2. Analisis Teori & Argumentasi Pribadi

Dalam artikel yang telah dipaparkan diatas ada beberapa kata yang perlu diperhatikan yaitu Kepatuhan hukum dan Kesadaran Hukum. Dalam hal ini saya pribadi menganalisis bahwa artikel ini dapat dikorelasikan menggunakan teori Anomie dari Durkheim maupun Robert K Merton.

Anomie adalah sebuah istilah yang diperkenalkan oleh Emile Durkheim untuk menggambarkan keadaan yang kacau, tanpa peraturan.

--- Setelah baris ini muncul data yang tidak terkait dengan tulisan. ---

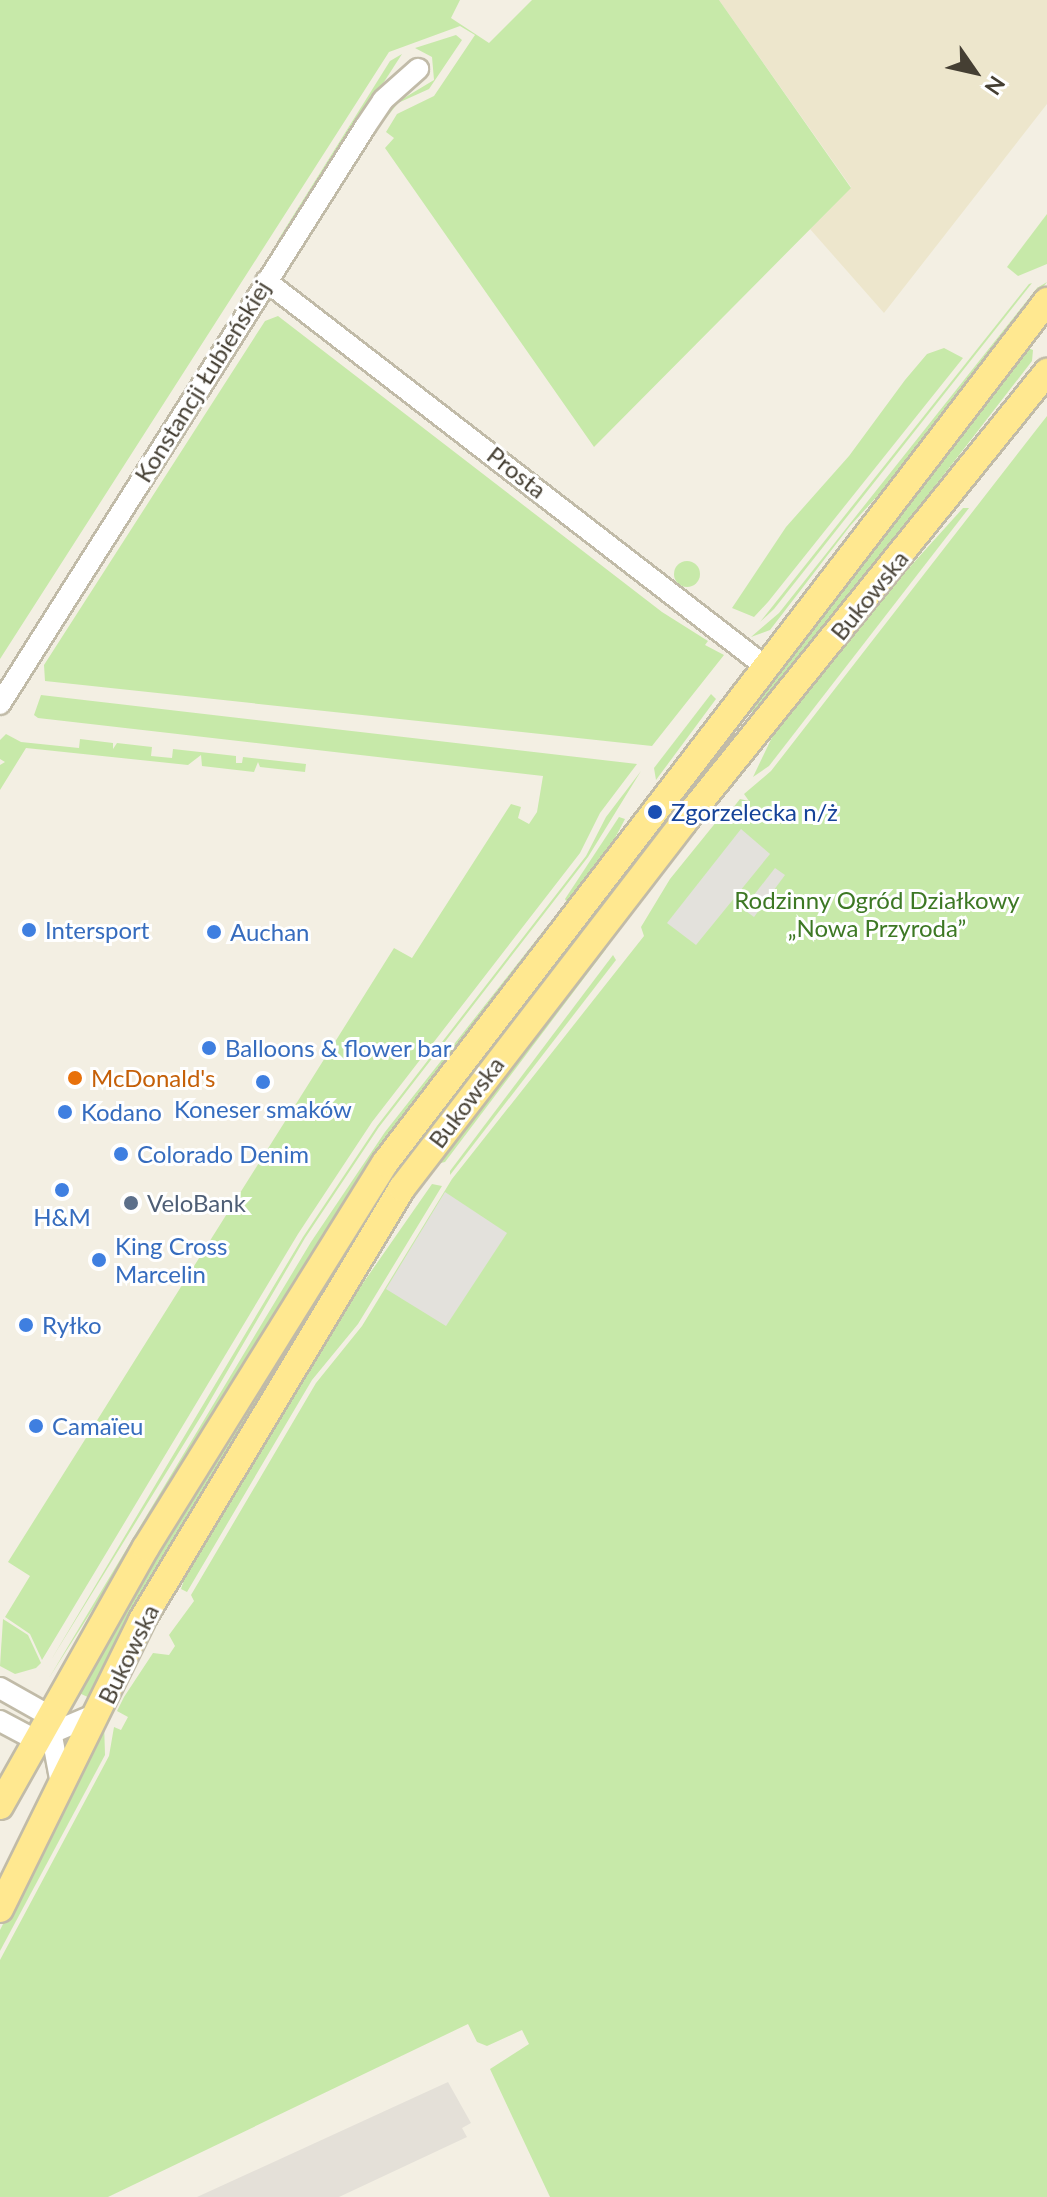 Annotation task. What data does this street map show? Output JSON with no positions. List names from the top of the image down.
{
  "streets": {
    "main road": ["Bukowska"],
    "street": ["Konstancji Łubieńskiej", "Prosta"]
  },
  "crossings": [
    ["Konstancji Łubieńskiej", "Prosta"],
    ["Prosta", "Bukowska"]
  ],
  "parks": ["Rodzinny Ogród Działkowy „Nowa Przyroda”"],
  "places": [
    "Zgorzelecka n/ż",
    "Intersport",
    "Auchan",
    "Balloons & flower bar",
    "McDonald's",
    "Koneser smaków",
    "Kodano",
    "Colorado Denim",
    "H&M",
    "VeloBank",
    "King Cross Marcelin",
    "Ryłko",
    "Camaïeu"
  ],
  "north": "bottom right"
}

Kata ini berasal dari bahasa Yunani “tanpa”, dan nomos: “hukum” atau “peraturan”. Dalam buku the division of labor in society Emile Durkheim mempergunakan istilah Anomi untuk mendeskripsikan keadaan “deregulation” di dalam masyarakat yang di artikan sebagai tidak di taatinya aturan-aturan yang terdapat pada masyarakat sehingga orang tidak tahu apa yang di harapkan dari orang lain dan keadaan ini menyebabkan deviasi.

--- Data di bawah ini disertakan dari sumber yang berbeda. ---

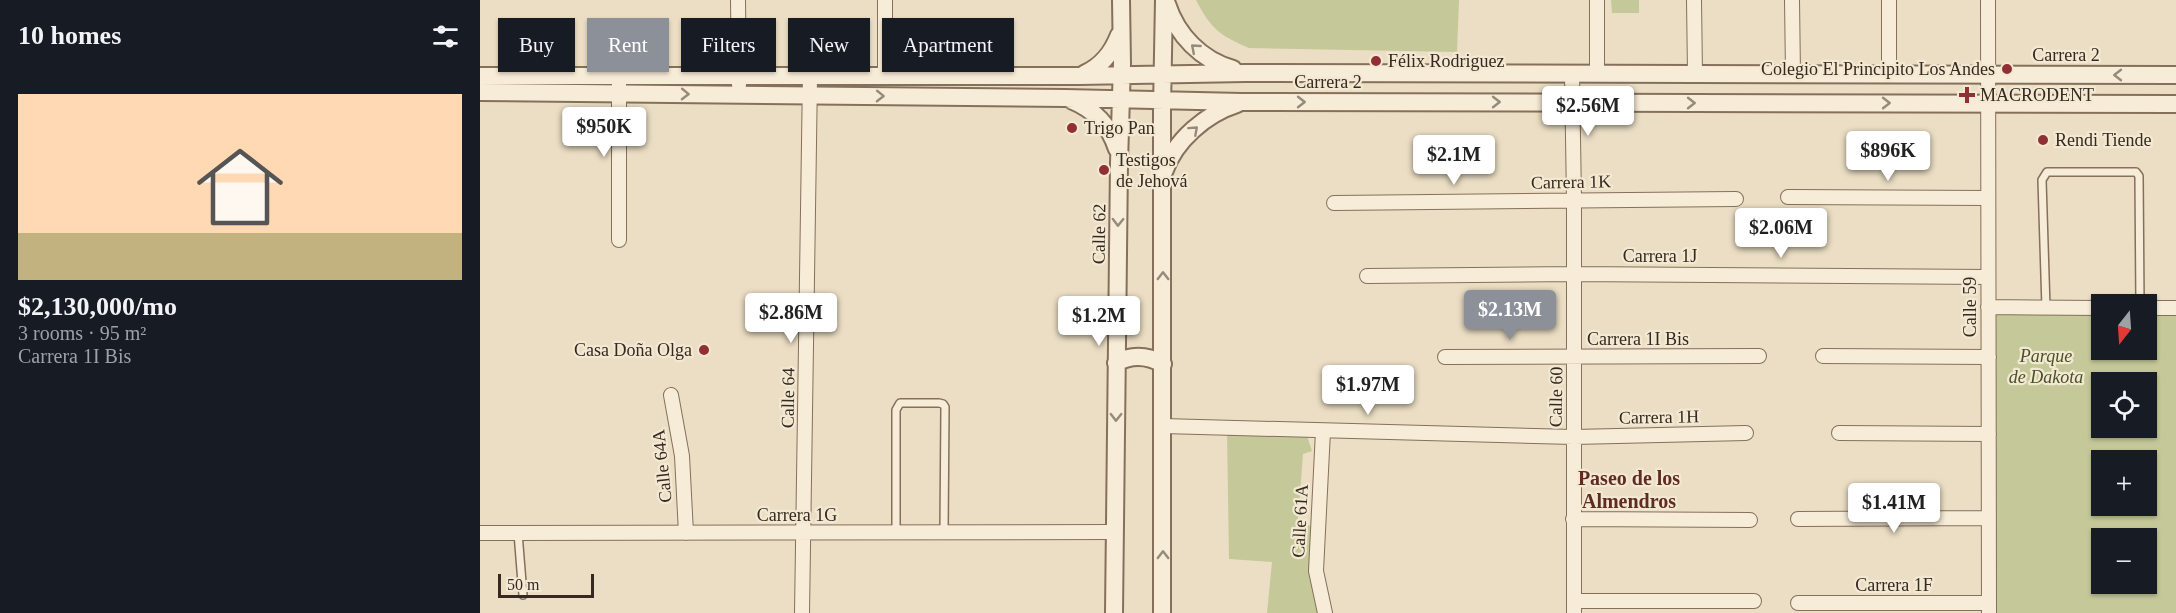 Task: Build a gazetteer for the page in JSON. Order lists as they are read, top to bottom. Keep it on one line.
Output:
{"streets":{"street":["Carrera 2","Carrera 1K","Calle 62","Carrera 1J","Calle 59","Carrera 1I Bis","Calle 60","Calle 64","Carrera 1H","Calle 64A","Carrera 1G","Calle 61A","Carrera 1F"]},"crossings":[["Carrera 2","Calle 62"],["Carrera 2","Calle 59"],["Carrera 2","Calle 60"],["Carrera 2","Calle 64"],["Carrera 1K","Calle 60"],["Calle 62","Carrera 1G"],["Carrera 1J","Calle 59"],["Carrera 1J","Calle 60"],["Calle 59","Carrera 1F"],["Carrera 1I Bis","Calle 60"],["Calle 60","Carrera 1H"],["Calle 64","Carrera 1G"],["Carrera 1H","Calle 61A"],["Calle 64A","Carrera 1G"]],"districts":["Paseo de los Almendros"],"parks":["Parque de Dakota"],"places":{"other":["Félix Rodriguez","Colegio El Principito Los Andes","Trigo Pan","Rendi Tiende","Testigos de Jehová","Casa Doña Olga"],"health":["MACRODENT"]},"scale_bar":"50 m","north":"bottom","page":{"heading":"10 homes","chip":["Buy","Rent","Filters","New","Apartment"],"list":[{"name":"$2,130,000/mo","note":"3 rooms · 95 m² · Carrera 1I Bis"}],"price":["$2.56M","$950K","$896K","$2.1M","$2.06M","$2.13M","$2.86M","$1.2M","$1.97M","$1.41M"],"map_buttons":["+","−"],"scale":"50 m"}}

Konsep Merton tentang Anomie berbeda dengan apa yang digunakan oleh Durkheim, yang memberi batasan Anomie sebagai suatu keadaan tanpa norma atau tanpa harapan (Normless). Tipologi Merton tentang adaptasi pada Anomie dikenal sebagai teori ketegangan. Teori ini menganggap bahwa kejahatan muncul sebagai akibat apabila individu tidak dapat mencapai tujuan-tujuan mereka.melalui saluran legal atau menarik diri dari pergaulan sosial karena kemarahannya.

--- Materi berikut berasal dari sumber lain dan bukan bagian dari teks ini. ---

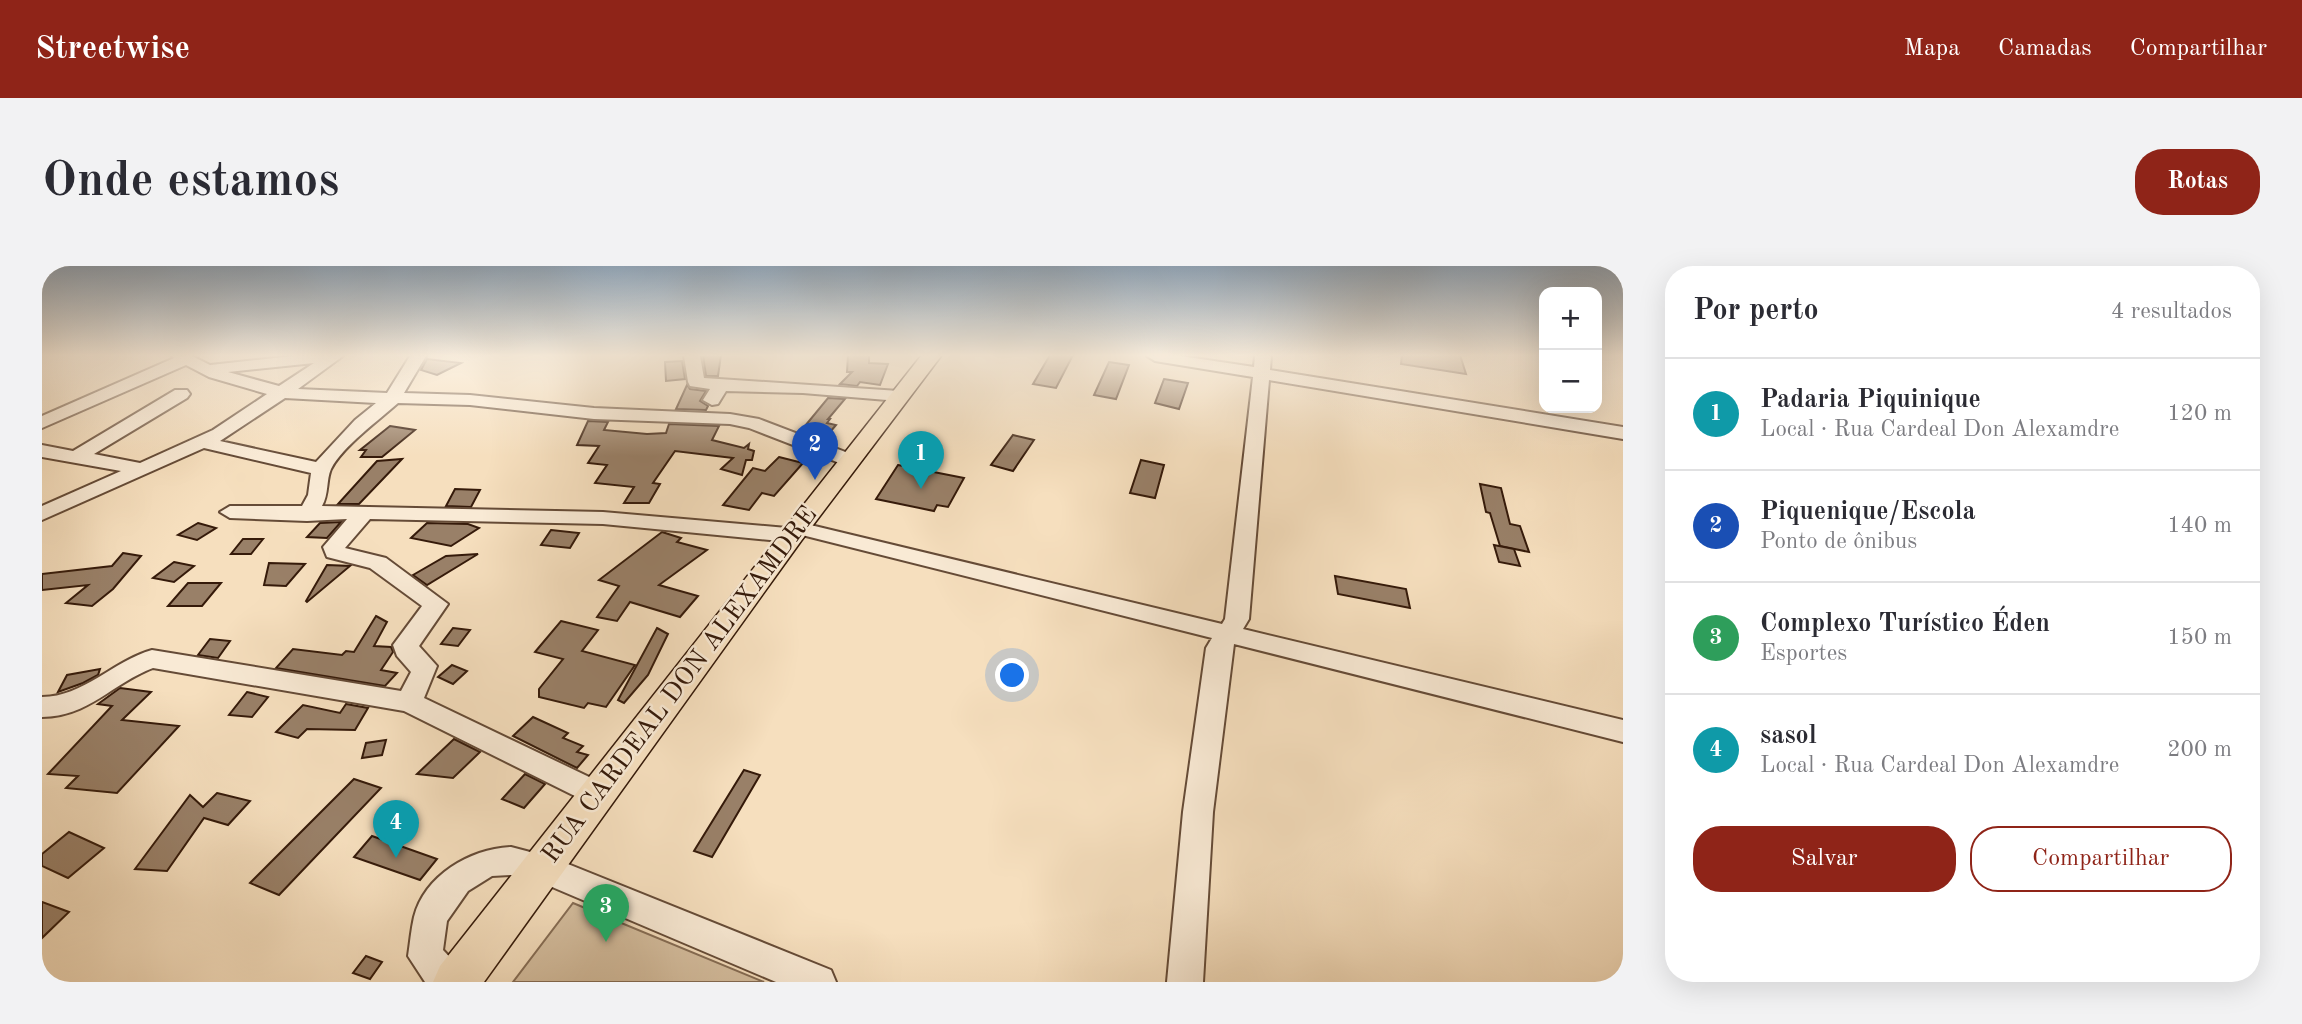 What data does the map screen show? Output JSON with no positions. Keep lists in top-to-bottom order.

Page 3: Analisis Artikel Sosiologi Hukum

Dari uraian teori kedua tokoh mengenai teori tentang anomi, saya memiliki argumen pada artikel bahwa kesadaran serta kepatuhan akan hukum dalam masyarakat di negeri tercinta masih dibilang jauh dari kata ideal. Dengan demikian akan muncul pertanyaan kenapa masyarakat negeri tercinta ini belum patuh terhadap hukum yang berlaku? Di dalam artikel telah menyebutkan bahwa kepatuhan akan hukum diukur dalam kesetiaan seseorang tersebut akan hukum bukan terhadap kesetiaan terhadap “kepentingan pribadi”, yang artinya bahwa terbentuknya prilaku nyata patuh terhadap hukum yang berlaku bukan dengan patuh akan kepentingan pribadi dimana seseorang akan bersikap ambisi untuk mencapai tujuan dari kepentingan pribadi diatas dan mengesampingkan kepatuhan akan hukum yang berakibat dengan banyaknya perlilaku yang bertentangan dengan hukum. Didalam artikel juga menyebutkan bahwa ketika kesetiaan lebih condong kepada kepentingan pribadi ketimbang dengan hukum maka pemerintah akan memecahkan solusi dengan cara membuat takut masyarakat karena ketakutan dapat membuat seseorang patuh terhadap sesuatu hal yang telah dirumuskan atau ditentukan. Akan tetapi dalam artikel menyebutkan bahwa ketika seseorang sadar akan hukum belum tentu dia akan patuh terhadap hukum dikarenakan faktor kesetiaan yang telah dijabarkan sebelumnya. Saya secara pribadi ingin menambahkan bahwa kesadaran adalah hal yang paling penting ketika kita melakukan segala sesuatu, mungkin dalam artikel tersebut kesadaran yang dipaparkan hanya dalam ruang lingkup yang sederhana. Saya berpendapat ketika seseorang sadar akan ajaran agama (Islam) yang dianutnya maka dengan otomatis kepatuhan akan hukum (baik hukum yang Tuhan buat dengan hukum yang dibuat manusia) seseorang akan terbangun dengan baik karena di agama (Islam) telah mengajarkan tentang kebaikan yang BENAR. Maka dari itu mari kita refleksikan bersama ketika kita tidak patuh terhadap hukum apakah kita telah sadar sepenuhnya terhadap ajaran agama?